Problem to solve: Repeat the lines below exactly as written, please, from the line with "flex:none; width:44px; height:44px;" to the line with "position:absolute; left:666px; top:224px;", both lines included, and no others.

[Data extracted from a collection]
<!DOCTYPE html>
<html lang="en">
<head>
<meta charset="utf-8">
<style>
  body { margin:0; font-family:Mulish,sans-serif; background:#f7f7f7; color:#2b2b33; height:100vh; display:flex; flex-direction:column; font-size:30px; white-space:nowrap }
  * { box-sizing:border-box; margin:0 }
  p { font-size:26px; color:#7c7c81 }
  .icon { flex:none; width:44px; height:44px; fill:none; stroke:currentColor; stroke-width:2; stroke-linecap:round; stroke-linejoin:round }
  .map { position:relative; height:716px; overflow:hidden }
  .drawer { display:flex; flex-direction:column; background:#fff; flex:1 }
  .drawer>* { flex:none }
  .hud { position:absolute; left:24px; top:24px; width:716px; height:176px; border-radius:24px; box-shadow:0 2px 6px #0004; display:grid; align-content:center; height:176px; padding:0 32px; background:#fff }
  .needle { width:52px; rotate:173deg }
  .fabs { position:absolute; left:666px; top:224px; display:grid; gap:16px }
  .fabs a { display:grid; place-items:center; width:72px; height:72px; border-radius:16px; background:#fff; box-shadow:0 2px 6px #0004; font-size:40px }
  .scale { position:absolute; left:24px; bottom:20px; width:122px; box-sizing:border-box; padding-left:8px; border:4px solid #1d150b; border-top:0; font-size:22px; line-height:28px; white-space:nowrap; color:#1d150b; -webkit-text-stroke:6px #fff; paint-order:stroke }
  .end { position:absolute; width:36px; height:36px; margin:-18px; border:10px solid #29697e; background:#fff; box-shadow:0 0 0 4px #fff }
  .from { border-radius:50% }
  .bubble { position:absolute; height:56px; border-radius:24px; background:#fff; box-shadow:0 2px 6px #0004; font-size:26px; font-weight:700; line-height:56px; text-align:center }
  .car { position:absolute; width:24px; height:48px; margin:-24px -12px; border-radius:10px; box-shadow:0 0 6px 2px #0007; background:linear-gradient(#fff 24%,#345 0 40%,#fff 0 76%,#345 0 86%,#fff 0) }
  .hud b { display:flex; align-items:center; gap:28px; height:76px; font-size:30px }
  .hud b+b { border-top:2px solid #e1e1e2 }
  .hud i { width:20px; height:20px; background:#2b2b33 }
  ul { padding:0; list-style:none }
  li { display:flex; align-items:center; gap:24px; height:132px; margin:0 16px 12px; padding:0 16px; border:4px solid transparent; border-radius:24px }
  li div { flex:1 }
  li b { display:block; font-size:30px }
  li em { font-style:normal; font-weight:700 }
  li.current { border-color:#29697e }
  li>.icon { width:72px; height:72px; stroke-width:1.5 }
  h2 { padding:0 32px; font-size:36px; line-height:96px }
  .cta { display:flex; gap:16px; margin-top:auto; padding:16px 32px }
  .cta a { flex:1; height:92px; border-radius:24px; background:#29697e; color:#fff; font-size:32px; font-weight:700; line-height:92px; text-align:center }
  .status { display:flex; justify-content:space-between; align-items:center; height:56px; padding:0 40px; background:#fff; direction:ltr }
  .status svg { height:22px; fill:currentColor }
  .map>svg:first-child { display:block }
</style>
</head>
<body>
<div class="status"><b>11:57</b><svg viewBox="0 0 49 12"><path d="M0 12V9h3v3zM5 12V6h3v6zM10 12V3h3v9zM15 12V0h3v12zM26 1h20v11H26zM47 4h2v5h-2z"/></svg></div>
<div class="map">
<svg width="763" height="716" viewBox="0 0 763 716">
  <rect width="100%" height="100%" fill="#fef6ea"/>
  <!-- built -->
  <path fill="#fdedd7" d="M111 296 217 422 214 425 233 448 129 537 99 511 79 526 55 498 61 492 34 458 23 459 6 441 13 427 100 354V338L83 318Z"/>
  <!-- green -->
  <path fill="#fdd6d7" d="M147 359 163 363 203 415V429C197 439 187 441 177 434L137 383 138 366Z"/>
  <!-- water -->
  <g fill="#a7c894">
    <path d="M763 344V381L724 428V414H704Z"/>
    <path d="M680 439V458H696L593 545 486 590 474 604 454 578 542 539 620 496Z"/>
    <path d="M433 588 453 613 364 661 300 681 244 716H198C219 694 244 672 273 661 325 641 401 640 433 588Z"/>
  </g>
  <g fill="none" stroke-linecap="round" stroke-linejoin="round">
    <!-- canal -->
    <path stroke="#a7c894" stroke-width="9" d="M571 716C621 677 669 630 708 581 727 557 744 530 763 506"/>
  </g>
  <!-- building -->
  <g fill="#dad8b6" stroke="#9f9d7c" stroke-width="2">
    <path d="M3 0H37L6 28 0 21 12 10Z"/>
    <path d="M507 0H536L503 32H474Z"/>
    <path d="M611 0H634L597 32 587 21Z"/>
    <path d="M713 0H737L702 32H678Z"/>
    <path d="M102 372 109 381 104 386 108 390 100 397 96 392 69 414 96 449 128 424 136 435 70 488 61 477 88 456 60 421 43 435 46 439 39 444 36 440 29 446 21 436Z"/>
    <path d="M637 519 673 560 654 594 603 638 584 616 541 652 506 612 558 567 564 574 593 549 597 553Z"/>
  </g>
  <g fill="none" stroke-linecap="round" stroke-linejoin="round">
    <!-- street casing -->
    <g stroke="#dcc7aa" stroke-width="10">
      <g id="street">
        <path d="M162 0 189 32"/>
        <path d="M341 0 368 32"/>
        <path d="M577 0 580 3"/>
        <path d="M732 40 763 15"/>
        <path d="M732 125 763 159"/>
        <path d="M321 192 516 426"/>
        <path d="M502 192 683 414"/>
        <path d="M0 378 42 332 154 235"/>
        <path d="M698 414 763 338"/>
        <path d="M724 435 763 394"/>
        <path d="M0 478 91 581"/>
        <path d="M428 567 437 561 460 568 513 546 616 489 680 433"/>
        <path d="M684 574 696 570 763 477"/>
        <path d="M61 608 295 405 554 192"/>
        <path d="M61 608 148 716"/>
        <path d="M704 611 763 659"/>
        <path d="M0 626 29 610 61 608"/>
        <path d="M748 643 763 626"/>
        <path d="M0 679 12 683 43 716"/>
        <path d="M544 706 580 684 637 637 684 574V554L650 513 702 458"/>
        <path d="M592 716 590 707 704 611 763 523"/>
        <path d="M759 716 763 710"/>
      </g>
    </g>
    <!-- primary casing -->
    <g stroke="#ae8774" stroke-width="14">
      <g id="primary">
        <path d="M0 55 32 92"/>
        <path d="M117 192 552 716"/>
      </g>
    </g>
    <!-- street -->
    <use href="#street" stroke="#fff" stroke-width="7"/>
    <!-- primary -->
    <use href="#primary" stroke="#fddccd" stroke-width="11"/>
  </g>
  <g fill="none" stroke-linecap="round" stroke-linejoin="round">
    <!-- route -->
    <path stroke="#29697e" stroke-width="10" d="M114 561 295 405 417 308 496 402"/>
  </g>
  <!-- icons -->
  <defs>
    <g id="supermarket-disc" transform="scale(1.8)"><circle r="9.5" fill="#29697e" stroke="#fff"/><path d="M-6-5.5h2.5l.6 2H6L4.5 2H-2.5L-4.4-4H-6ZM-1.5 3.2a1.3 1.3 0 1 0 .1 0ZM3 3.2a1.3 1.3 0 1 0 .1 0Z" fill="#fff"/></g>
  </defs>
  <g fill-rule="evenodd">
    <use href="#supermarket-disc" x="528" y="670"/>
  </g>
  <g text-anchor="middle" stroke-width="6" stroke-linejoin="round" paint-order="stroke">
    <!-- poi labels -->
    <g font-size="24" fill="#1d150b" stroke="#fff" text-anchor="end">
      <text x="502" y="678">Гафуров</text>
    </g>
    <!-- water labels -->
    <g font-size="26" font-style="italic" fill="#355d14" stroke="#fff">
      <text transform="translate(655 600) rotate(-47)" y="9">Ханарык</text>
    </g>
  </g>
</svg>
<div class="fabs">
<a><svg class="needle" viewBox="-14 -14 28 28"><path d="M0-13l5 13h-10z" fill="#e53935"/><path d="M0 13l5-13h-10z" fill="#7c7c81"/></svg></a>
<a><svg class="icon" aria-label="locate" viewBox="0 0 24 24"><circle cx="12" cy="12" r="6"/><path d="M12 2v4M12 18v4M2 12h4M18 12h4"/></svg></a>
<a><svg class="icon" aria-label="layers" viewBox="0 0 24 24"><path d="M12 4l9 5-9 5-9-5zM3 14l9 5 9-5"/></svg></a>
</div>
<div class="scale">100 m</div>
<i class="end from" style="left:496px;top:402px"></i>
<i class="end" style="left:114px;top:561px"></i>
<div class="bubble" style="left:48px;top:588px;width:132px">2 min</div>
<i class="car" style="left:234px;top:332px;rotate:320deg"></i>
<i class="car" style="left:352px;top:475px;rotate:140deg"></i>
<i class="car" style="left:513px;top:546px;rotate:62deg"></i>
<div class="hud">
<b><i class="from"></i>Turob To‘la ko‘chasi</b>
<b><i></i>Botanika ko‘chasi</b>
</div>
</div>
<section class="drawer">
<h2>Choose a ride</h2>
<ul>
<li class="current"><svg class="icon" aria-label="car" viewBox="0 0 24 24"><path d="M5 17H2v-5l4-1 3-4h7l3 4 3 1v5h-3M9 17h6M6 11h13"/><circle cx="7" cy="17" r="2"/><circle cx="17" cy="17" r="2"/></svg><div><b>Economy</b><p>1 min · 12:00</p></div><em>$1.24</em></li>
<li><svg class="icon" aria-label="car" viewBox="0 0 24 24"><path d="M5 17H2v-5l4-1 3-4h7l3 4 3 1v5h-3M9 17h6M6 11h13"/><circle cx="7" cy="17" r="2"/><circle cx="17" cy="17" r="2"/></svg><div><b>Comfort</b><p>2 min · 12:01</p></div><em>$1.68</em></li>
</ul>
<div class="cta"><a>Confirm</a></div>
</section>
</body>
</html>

Output for this task:
  .icon { flex:none; width:44px; height:44px; fill:none; stroke:currentColor; stroke-width:2; stroke-linecap:round; stroke-linejoin:round }
  .map { position:relative; height:716px; overflow:hidden }
  .drawer { display:flex; flex-direction:column; background:#fff; flex:1 }
  .drawer>* { flex:none }
  .hud { position:absolute; left:24px; top:24px; width:716px; height:176px; border-radius:24px; box-shadow:0 2px 6px #0004; display:grid; align-content:center; height:176px; padding:0 32px; background:#fff }
  .needle { width:52px; rotate:173deg }
  .fabs { position:absolute; left:666px; top:224px; display:grid; gap:16px }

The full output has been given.